— Data for the task —
────────────────────

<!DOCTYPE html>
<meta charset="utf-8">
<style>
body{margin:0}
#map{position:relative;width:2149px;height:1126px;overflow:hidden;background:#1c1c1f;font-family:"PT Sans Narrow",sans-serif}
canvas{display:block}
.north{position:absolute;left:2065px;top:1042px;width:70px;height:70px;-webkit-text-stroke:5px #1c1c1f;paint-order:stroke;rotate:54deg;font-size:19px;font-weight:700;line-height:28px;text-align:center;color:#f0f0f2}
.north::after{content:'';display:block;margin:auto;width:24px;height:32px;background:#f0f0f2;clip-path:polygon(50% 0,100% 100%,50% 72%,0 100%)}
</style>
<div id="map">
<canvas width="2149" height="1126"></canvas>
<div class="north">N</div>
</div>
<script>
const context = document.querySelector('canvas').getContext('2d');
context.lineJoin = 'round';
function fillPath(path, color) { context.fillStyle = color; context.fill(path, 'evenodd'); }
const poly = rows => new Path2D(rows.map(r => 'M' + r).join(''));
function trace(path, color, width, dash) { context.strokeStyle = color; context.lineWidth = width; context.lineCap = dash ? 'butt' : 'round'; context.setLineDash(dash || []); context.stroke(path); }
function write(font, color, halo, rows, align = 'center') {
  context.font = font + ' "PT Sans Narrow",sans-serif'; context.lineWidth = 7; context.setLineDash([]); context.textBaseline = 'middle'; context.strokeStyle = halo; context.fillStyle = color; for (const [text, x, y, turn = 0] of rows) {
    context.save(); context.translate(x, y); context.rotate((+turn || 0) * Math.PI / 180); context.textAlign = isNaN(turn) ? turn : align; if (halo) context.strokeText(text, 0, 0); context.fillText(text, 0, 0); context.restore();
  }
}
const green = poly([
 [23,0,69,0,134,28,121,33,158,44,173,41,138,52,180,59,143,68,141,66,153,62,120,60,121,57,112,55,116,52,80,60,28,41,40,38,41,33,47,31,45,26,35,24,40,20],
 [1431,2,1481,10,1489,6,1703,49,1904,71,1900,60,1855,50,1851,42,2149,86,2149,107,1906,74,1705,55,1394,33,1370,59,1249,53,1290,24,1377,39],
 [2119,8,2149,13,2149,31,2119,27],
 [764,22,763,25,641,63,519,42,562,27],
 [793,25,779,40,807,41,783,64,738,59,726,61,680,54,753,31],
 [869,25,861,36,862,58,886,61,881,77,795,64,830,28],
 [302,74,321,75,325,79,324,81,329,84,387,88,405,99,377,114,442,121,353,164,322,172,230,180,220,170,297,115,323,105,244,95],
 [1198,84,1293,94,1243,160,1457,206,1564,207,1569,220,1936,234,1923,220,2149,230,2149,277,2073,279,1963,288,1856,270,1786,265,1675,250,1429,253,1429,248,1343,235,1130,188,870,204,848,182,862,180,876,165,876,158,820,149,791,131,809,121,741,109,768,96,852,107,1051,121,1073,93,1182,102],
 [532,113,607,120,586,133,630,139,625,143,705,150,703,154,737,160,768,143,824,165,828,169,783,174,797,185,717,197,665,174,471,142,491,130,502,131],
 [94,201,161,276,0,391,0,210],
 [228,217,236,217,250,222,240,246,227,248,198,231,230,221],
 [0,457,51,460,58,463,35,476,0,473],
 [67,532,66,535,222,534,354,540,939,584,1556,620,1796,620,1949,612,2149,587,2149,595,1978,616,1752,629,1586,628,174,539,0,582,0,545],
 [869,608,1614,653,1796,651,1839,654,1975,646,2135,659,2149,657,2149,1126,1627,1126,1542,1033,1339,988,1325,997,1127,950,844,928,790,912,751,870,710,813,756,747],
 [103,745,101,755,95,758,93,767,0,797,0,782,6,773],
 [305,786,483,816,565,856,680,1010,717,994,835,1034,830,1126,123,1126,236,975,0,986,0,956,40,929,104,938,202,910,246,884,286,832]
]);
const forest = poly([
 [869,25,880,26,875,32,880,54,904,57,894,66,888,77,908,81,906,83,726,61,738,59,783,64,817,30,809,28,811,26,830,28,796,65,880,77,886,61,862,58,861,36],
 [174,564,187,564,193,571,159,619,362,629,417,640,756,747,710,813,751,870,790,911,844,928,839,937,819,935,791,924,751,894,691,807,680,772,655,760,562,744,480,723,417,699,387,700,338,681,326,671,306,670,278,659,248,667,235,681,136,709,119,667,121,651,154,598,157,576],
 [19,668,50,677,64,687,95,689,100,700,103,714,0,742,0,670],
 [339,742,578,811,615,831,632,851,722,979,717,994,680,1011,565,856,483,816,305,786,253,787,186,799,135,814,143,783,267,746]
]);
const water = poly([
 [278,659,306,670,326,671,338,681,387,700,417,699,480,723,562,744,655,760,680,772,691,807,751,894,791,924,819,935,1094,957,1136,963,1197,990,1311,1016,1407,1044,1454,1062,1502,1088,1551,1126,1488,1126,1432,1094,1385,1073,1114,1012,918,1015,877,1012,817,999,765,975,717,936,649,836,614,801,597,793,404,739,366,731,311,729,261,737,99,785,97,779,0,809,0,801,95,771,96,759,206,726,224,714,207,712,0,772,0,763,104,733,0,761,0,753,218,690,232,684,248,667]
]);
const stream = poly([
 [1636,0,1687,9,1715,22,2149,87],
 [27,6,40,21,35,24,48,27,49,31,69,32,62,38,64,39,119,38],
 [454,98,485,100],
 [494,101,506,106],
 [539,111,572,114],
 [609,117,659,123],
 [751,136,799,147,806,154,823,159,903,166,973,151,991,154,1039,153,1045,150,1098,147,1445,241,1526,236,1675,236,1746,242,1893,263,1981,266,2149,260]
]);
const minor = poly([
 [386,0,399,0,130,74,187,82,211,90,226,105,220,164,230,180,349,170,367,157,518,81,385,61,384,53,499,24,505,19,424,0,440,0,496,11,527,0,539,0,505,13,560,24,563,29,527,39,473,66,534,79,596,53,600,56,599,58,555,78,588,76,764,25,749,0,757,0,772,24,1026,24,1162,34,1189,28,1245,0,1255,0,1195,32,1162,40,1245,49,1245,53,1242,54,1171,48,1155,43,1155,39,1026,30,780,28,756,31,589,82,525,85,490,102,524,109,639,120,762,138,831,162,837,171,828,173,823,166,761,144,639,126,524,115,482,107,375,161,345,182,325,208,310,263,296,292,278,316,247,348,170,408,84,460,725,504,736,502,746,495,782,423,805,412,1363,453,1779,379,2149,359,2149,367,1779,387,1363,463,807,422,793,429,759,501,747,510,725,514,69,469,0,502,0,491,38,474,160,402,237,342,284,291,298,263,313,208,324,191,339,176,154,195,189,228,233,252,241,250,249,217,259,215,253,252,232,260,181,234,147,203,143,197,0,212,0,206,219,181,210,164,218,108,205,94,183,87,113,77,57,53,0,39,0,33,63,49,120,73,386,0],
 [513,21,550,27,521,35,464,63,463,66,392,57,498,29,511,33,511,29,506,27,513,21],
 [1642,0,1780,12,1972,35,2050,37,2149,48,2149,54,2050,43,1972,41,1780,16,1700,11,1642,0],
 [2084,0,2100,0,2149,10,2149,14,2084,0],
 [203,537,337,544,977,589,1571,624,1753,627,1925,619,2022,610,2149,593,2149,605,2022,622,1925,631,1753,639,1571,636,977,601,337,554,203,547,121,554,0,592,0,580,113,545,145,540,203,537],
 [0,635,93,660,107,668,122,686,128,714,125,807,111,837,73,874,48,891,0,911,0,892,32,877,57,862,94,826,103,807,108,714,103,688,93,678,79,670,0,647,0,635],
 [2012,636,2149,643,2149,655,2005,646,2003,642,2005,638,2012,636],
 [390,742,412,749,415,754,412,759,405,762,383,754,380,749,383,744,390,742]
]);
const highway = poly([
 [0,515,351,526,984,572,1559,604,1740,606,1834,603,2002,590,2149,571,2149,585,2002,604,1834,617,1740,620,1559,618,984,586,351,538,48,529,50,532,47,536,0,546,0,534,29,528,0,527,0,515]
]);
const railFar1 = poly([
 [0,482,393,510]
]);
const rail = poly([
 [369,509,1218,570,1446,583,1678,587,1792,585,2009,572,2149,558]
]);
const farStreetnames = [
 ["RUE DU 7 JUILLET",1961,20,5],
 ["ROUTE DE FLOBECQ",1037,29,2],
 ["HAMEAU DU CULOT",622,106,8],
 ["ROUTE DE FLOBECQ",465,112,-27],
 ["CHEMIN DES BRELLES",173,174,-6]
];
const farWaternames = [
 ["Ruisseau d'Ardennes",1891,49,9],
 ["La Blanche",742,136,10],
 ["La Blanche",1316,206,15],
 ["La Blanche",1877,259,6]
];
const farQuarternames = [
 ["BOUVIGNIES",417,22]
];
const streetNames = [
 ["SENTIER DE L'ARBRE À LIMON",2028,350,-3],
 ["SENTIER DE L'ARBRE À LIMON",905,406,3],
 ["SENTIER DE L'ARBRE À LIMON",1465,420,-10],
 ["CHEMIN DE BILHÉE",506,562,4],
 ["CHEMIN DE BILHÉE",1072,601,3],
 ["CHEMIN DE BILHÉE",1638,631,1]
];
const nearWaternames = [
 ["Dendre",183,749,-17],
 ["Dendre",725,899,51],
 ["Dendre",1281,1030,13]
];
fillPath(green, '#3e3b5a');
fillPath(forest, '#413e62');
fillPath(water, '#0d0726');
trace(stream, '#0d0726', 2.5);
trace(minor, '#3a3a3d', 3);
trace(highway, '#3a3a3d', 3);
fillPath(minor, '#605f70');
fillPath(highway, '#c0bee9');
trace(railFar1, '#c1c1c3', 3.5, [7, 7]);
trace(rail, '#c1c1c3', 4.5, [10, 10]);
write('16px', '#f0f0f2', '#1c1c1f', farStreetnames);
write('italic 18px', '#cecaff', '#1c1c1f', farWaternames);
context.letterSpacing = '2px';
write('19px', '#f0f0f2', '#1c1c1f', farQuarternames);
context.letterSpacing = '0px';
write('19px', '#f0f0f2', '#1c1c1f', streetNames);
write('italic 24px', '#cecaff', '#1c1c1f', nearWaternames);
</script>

────────────────────

Note every line in the material with "ROUTE" and copy it.

 ["ROUTE DE FLOBECQ",1037,29,2],
 ["ROUTE DE FLOBECQ",465,112,-27],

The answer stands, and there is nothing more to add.